CloudBolt, A Cloud-Management Startup Riding A Wave Of Major Enterprise Engagements, Launches A Channel
CloudBolt, a cloud-management startup helmed by Internet pioneer Jon Mittelhauser, has launched a channel program to meet surging demand from a host of enterprise customers, including some of the world's largest retailers, manufacturers and hospitality vendors.
The software developer based in Campbell, Calif., has named seven inaugural partners who will join the new program, Mittelhauser, the company's CEO and a co-founder of Netscape, told CRN.
"We've hit the phase where we were starting to accelerate sales and penetration into the market," Mittelhauser said. "Being a startup, I can only hire in new sales regions so fast."
[Related: CloudBolt, Helmed By Internet Pioneer, Integrates SDN, Containers]
CloudBolt's inaugural partners are: August Schell, based in Rockville, Md.; Carahsoft, based in Reston, Va.; CDW, based in Vernon Hills, Ill.; ePlus, based in Herndon, Va.; HPM Networks, based in Fremont, Calif.; pureIntegration, based in Herndon, Va.; and Riverturn, based in Durham, N.C.

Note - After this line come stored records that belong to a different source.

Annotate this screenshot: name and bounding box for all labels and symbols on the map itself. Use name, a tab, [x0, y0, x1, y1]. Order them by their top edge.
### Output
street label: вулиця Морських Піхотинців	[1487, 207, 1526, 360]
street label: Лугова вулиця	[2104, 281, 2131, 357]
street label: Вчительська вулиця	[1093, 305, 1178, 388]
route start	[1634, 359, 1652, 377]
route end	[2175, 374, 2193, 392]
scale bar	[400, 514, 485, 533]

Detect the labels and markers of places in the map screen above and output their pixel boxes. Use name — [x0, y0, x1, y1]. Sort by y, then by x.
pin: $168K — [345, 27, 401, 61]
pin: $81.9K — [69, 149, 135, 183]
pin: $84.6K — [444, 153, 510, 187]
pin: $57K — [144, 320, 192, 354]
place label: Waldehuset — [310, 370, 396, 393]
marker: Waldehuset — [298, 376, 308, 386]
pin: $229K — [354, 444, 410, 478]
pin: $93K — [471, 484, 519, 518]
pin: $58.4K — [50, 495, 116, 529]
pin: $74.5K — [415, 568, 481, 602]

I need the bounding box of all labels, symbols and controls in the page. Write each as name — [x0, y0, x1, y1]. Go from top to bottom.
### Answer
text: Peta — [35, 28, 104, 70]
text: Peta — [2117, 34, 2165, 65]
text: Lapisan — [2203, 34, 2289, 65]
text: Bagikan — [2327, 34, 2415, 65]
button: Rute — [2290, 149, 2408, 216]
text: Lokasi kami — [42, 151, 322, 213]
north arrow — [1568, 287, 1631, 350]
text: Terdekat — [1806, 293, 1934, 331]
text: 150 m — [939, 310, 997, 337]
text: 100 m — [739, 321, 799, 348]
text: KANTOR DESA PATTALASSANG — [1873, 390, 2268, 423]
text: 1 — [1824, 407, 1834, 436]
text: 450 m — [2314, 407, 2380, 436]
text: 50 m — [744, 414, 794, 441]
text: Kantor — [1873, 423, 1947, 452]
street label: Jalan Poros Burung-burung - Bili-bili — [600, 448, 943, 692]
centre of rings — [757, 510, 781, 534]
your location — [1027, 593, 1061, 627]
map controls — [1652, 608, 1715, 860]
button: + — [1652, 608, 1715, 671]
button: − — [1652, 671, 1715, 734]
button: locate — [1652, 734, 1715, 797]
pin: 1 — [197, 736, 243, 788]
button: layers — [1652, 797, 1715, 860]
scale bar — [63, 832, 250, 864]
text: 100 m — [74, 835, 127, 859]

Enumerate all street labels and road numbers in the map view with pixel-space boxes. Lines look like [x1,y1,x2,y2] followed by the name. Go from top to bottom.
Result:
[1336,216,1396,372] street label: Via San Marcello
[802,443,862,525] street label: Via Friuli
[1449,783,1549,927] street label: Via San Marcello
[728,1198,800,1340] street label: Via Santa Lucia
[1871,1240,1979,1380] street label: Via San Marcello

Those seven solution providers vary by size and specialization, but they share some common traits, Mittelhauser said.
All are trusted VARs and systems integrators that have strong relationships with large enterprise clients. They're all innovators with serious technical chops, capable of working with technical solutions engineering teams.
"We want a type of channel partner that's going to come in and get their hands dirty," Mittelhauser told CRN.
Most of those partners are also aligned with the VMware channel -- many CloudBolt customers, including a few from the Fortune 100, operate large VMware installations in addition to their public cloud deployments.
CloudBolt has already closed deals with more than half of its new partners, and is working on deals with the rest.
"They sell into the right markets, and they already have the deep relationships," Mittelhauser said. "They know who has the pain points that we address."
Those pain points result from enterprises dealing with increasingly complex IT environments and unruly hybrid clouds, he said.
Bill Schell, CEO and founder of August Schell, one of CloudBolt's new partners, told CRN that the technology is easy to deploy, elegant and gives customers an "extreme amount of power to pick best-of-value products."
The management solution makes it easy to "flip between clouds based on the economics," Schell said.
August Schell specializes in implementing complex computing initiatives, with a focus on the federal government.
The company has long been active in automating data centers. It once worked closely with OpsWare, a pioneering automation developer formed by some of Mittelhauser's former colleagues at Netscape and later acquired by Hewlett-Packard.
Some of CloudBolt's engineering team is made up of OpsWare veterans, Schell said, and they are deeply aware of the challenges that plague large-scale integration efforts.
"It's got really deep tentacles into the underlying fabric," Schell said of the CloudBolt solution. "It reaches out to your infrastructure, and you're literally up and running, certainly within hours, with your basic cloud infrastructure."
August Schell has also worked with VMware since its early days, combining data center automation with virtualization -- a step toward what is now called the software-defined networking (SDN).
CloudBolt helps enable true SDN deployments.
"You have to have a product like CloudBolt that's mature enough to install, and then you can begin the tweaking to what your customers need," he said.
Mittelhauser told CRN that developing a channel was a relatively straightforward process. The key factor was determining what potential partners would need from CloudBolt to enable sales, from tools to training to access to engineers.